Your goal: Search the entries below. Return every line that has "rows" in it.

Dataset records:
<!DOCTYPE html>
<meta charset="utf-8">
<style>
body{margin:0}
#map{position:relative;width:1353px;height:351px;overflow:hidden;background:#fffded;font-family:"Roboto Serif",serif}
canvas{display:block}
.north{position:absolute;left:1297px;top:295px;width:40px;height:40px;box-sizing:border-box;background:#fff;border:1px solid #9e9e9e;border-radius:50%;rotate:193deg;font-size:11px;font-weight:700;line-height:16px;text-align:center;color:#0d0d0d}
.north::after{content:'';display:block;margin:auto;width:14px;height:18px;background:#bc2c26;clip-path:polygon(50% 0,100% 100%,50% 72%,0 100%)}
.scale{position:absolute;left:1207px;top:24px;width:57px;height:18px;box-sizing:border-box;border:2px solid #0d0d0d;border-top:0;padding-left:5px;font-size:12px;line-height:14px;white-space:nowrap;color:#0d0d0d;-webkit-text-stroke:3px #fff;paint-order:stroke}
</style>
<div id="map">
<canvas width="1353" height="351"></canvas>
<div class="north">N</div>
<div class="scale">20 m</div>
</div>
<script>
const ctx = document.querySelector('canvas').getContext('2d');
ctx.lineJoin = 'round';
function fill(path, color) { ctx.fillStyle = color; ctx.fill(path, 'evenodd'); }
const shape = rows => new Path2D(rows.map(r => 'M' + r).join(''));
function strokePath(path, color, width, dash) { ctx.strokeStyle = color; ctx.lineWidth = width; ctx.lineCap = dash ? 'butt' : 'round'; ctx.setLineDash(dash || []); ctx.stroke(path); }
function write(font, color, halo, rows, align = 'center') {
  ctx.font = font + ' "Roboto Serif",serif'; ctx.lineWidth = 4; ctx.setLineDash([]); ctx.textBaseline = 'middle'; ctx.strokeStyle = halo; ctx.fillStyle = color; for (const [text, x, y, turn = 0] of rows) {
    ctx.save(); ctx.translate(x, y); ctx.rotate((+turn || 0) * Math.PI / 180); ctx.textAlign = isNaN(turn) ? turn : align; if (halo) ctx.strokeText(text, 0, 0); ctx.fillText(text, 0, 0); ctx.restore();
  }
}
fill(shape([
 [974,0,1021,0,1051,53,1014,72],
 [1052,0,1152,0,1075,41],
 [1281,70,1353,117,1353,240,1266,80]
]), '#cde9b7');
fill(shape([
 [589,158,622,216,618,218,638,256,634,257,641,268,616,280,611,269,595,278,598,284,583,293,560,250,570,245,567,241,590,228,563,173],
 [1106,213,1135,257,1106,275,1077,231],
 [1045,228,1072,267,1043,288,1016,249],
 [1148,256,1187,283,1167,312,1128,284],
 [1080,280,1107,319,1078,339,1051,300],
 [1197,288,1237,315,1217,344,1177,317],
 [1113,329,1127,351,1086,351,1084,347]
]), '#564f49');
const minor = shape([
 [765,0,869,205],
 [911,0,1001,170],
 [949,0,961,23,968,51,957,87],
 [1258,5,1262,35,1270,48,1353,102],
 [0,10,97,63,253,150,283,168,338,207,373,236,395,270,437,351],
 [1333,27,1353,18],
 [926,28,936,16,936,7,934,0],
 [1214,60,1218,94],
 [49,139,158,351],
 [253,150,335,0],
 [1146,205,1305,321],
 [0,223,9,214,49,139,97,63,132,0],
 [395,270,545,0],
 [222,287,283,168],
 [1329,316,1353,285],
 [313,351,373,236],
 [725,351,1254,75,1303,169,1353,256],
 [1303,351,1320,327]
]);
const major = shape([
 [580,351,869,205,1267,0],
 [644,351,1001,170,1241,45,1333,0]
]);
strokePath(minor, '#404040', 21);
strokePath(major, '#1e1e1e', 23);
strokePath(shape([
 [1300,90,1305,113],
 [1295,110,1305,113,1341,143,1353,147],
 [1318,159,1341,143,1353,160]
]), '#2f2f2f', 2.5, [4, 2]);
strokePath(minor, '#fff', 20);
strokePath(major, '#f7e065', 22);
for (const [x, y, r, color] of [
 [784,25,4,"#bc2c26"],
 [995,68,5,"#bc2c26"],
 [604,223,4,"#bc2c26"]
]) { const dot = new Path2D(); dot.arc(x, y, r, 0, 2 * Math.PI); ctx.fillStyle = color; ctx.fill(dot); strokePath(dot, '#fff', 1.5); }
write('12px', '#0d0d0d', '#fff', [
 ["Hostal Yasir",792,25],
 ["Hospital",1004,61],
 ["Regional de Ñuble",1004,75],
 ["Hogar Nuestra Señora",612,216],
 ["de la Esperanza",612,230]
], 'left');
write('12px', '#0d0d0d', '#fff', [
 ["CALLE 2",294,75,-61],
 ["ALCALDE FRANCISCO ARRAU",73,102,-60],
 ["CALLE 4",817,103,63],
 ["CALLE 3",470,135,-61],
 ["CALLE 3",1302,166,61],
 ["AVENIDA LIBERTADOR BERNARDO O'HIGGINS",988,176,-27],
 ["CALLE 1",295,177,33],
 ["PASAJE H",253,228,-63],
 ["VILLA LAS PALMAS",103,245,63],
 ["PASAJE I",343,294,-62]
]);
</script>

Solved problem:
const shape = rows => new Path2D(rows.map(r => 'M' + r).join(''));
function write(font, color, halo, rows, align = 'center') {
  ctx.font = font + ' "Roboto Serif",serif'; ctx.lineWidth = 4; ctx.setLineDash([]); ctx.textBaseline = 'middle'; ctx.strokeStyle = halo; ctx.fillStyle = color; for (const [text, x, y, turn = 0] of rows) {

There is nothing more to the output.